62      In terzo luogo i vari fatti dedotti a titolo personale da ciascuno dei ricorrenti ed enumerati al precedente punto 47 possono, al massimo, dimostrare gli effetti concreti, differenti ed eventualmente significativi, che possono derivare per ciascuno di loro dall’asserita perdita dello status di cittadino dell’Unione e dei diritti connessi a tale status. D’altro canto, nessuno dei fatti suddetti è idoneo a dimostrare che la perdita di tale status e dei diritti ad esso connessi comporterebbe per i medesimi conseguenze talmente particolari e specifiche da distinguerli rispetto a chiunque altro, in modo analogo ai destinatari, ai sensi della giurisprudenza richiamata al precedente punto 38.

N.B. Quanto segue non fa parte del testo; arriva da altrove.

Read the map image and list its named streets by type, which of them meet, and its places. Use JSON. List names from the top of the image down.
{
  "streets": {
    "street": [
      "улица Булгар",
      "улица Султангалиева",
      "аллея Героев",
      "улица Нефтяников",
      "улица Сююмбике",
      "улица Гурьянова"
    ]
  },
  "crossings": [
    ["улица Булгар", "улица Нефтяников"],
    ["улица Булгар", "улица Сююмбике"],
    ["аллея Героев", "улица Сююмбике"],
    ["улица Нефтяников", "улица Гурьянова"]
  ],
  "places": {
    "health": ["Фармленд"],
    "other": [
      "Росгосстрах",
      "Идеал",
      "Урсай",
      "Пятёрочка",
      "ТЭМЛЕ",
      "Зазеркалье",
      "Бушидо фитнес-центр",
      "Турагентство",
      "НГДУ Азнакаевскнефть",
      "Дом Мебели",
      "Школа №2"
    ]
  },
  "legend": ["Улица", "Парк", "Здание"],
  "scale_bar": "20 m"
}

63      In quarto luogo, per quanto riguarda l’argomento dei ricorrenti secondo cui il requisito dell’incidenza individuale dovrebbe essere interpretato in senso ampio, occorre rammentare che l’articolo 47 della Carta non ha ad oggetto di modificare il sistema di controllo giurisdizionale previsto dai Trattati, ed in particolare le norme relative alla ricevibilità dei ricorsi proposti direttamente dinanzi al giudice dell’Unione. I requisiti di ricevibilità previsti dall’articolo 263, quarto comma, TFUE devono dunque essere interpretati alla luce del diritto fondamentale a una tutela giurisdizionale effettiva, senza tuttavia giungere ad escludere l’applicazione dei requisiti previsti dal Trattato FUE (v. sentenza del 3 ottobre 2013, Inuit Tapiriit Kanatami e a./Parlamento e Consiglio, C‑583/11 P, EU:C:2013:625, punti 97 e 98 e giurisprudenza ivi citata; sentenza del 28 aprile 2015, T & L Sugars e Sidul Açúcares/Commissione, C‑456/13 P, EU:C:2015:284, punti 43 e 44).

64      Orbene, la tutela conferita dall’articolo 47 della Carta non esige che un singolo possa, in modo incondizionato, proporre un ricorso di annullamento contro atti che non lo riguardano individualmente.

65      D’altra parte la circostanza dedotta dai ricorrenti, secondo cui la presente causa riguarderebbe il principio di democrazia e atterrebbe all’essenza dell’identità costituzionale dell’Unione, è di per sé irrilevante al fine di valutare se essi soddisfacciano il requisito dell’incidenza individuale. I presupposti di ricevibilità previsti all’articolo 263, quarto comma, TFUE, infatti, si applicano ad ogni ricorso di annullamento, indipendentemente dalle questioni di merito sollevate. Il contesto fattuale della presente causa, inoltre, differisce da quello, molto specifico, della causa che ha dato luogo alla sentenza del 23 aprile 1986, Les Verts/Parlamento (294/83, EU:C:1986:166, punti da 32 a 37), citata dai ricorrenti, la quale verteva sul diritto a ricorrere di una formazione politica non rappresentata in Parlamento avverso atti del Parlamento relativi alla concessione di stanziamenti in vista della preparazione delle elezioni europee e alla cui adozione avevano partecipato formazioni politiche concorrenti rappresentate in Parlamento.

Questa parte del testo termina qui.